-- Task item --
The answer should hold only the lines from the one containing "Input: one rendered" through the one containing "Annotation task. Describe" in the entries below, copied exactly, without pictures.
───── Data for review
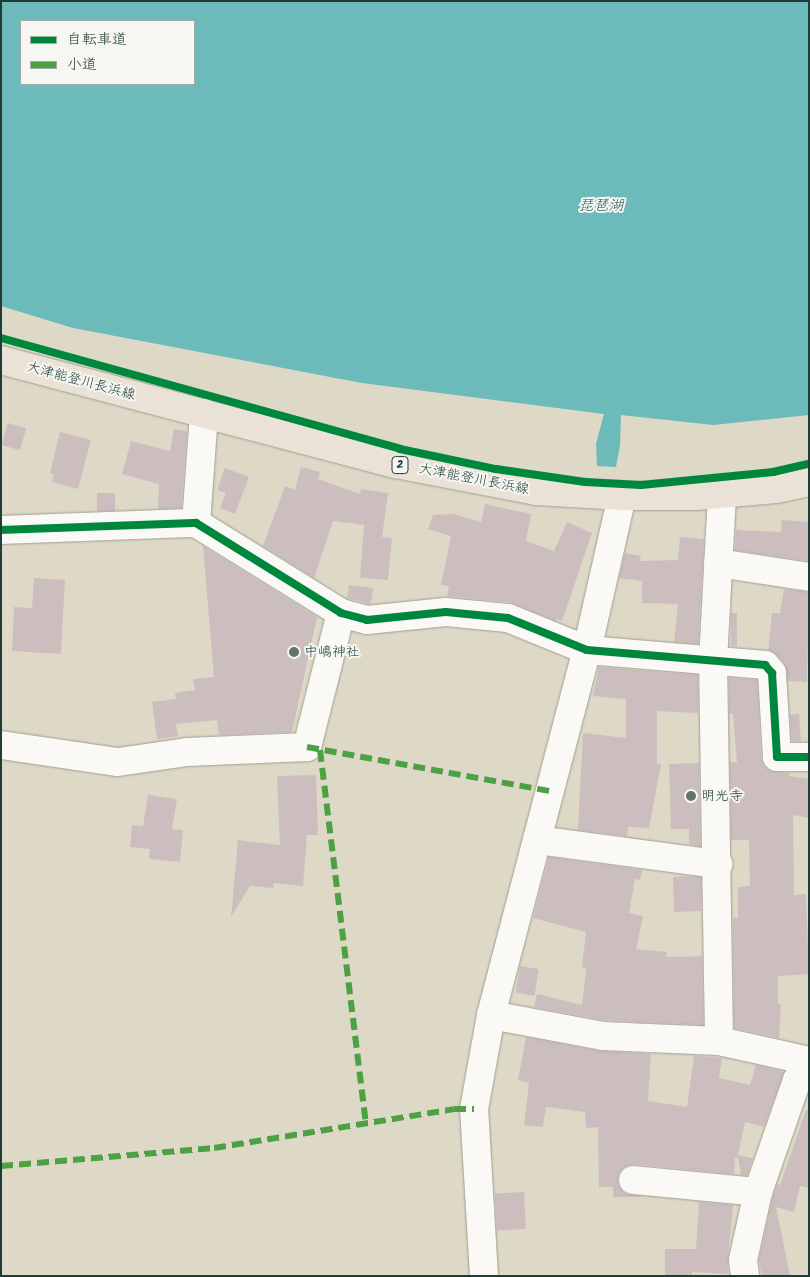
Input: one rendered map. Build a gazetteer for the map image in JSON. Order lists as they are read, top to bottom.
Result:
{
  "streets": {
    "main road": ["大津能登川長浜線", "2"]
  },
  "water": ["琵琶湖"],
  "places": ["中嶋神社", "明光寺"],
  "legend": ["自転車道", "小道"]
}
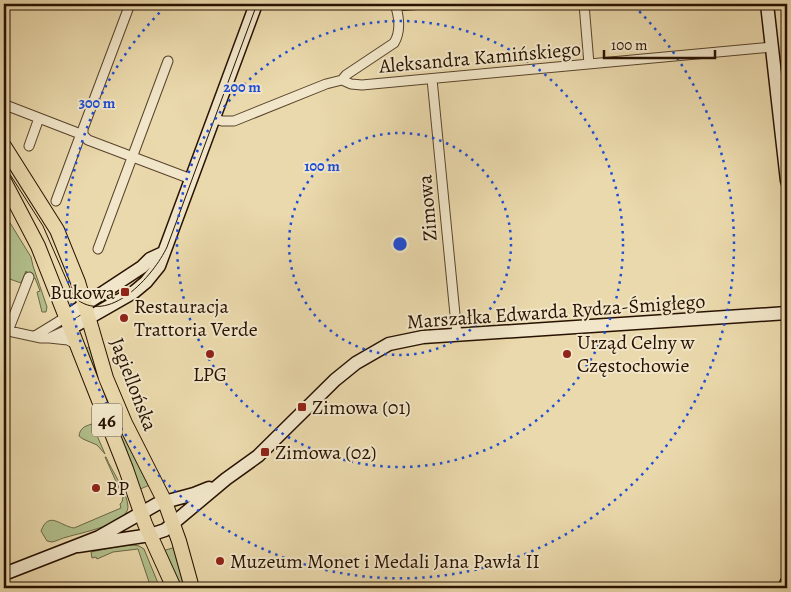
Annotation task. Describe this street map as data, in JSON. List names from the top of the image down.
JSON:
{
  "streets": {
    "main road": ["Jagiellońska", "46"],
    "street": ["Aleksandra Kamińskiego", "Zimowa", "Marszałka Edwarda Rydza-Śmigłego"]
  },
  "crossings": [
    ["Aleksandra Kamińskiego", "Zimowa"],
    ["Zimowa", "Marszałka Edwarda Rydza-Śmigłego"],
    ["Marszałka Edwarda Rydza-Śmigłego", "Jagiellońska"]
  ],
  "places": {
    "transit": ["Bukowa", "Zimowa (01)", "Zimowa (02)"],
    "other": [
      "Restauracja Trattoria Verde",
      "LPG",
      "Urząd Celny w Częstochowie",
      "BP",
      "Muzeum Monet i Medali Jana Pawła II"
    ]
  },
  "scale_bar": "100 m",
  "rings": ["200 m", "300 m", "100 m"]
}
──────────
───── Data for review
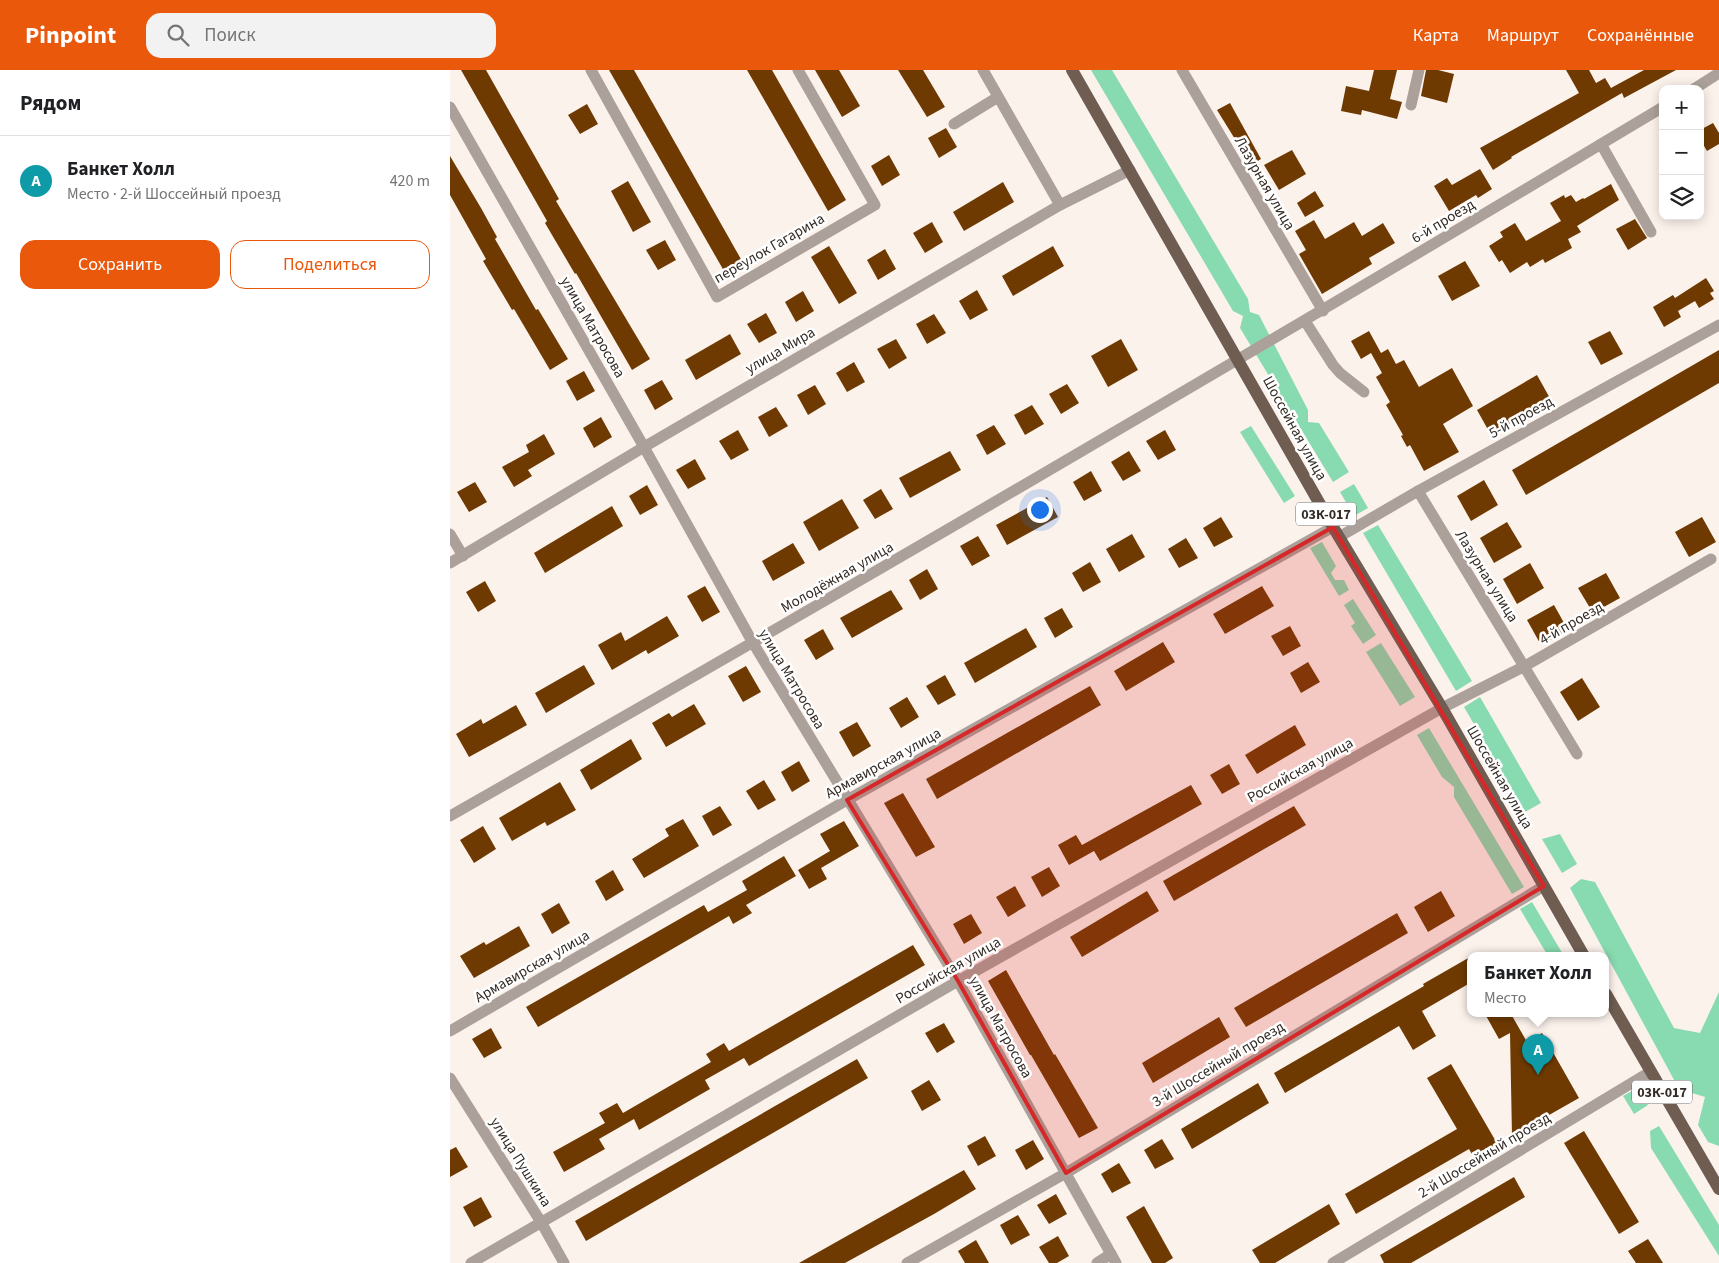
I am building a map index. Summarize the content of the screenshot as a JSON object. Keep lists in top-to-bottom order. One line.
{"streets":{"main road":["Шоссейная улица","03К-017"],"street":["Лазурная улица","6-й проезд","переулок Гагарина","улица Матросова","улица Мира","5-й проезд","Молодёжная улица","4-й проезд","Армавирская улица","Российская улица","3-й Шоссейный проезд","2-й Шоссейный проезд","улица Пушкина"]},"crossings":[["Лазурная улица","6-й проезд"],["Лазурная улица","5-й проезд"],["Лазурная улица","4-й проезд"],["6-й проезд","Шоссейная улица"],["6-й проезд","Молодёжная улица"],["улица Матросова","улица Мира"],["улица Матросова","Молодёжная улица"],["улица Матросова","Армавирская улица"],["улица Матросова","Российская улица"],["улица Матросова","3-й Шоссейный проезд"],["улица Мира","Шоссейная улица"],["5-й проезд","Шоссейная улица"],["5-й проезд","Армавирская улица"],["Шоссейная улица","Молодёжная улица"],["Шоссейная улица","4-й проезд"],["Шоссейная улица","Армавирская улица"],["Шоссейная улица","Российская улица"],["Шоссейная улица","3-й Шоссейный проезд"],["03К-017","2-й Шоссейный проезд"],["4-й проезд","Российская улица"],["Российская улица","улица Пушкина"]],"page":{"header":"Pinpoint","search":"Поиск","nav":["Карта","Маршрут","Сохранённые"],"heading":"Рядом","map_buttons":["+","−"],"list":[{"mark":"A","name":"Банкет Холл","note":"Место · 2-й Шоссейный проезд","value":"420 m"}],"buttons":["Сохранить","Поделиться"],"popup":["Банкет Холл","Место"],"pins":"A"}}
──────────
───── Data for review
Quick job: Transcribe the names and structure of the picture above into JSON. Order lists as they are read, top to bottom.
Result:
──────────
-- Expected answer --
Input: one rendered map. Build a gazetteer for the map image in JSON. Order lists as they are read, top to bottom.
Result:
{
  "streets": {
    "main road": ["大津能登川長浜線", "2"]
  },
  "water": ["琵琶湖"],
  "places": ["中嶋神社", "明光寺"],
  "legend": ["自転車道", "小道"]
}
Annotation task. Describe this street map as data, in JSON. List names from the top of the image down.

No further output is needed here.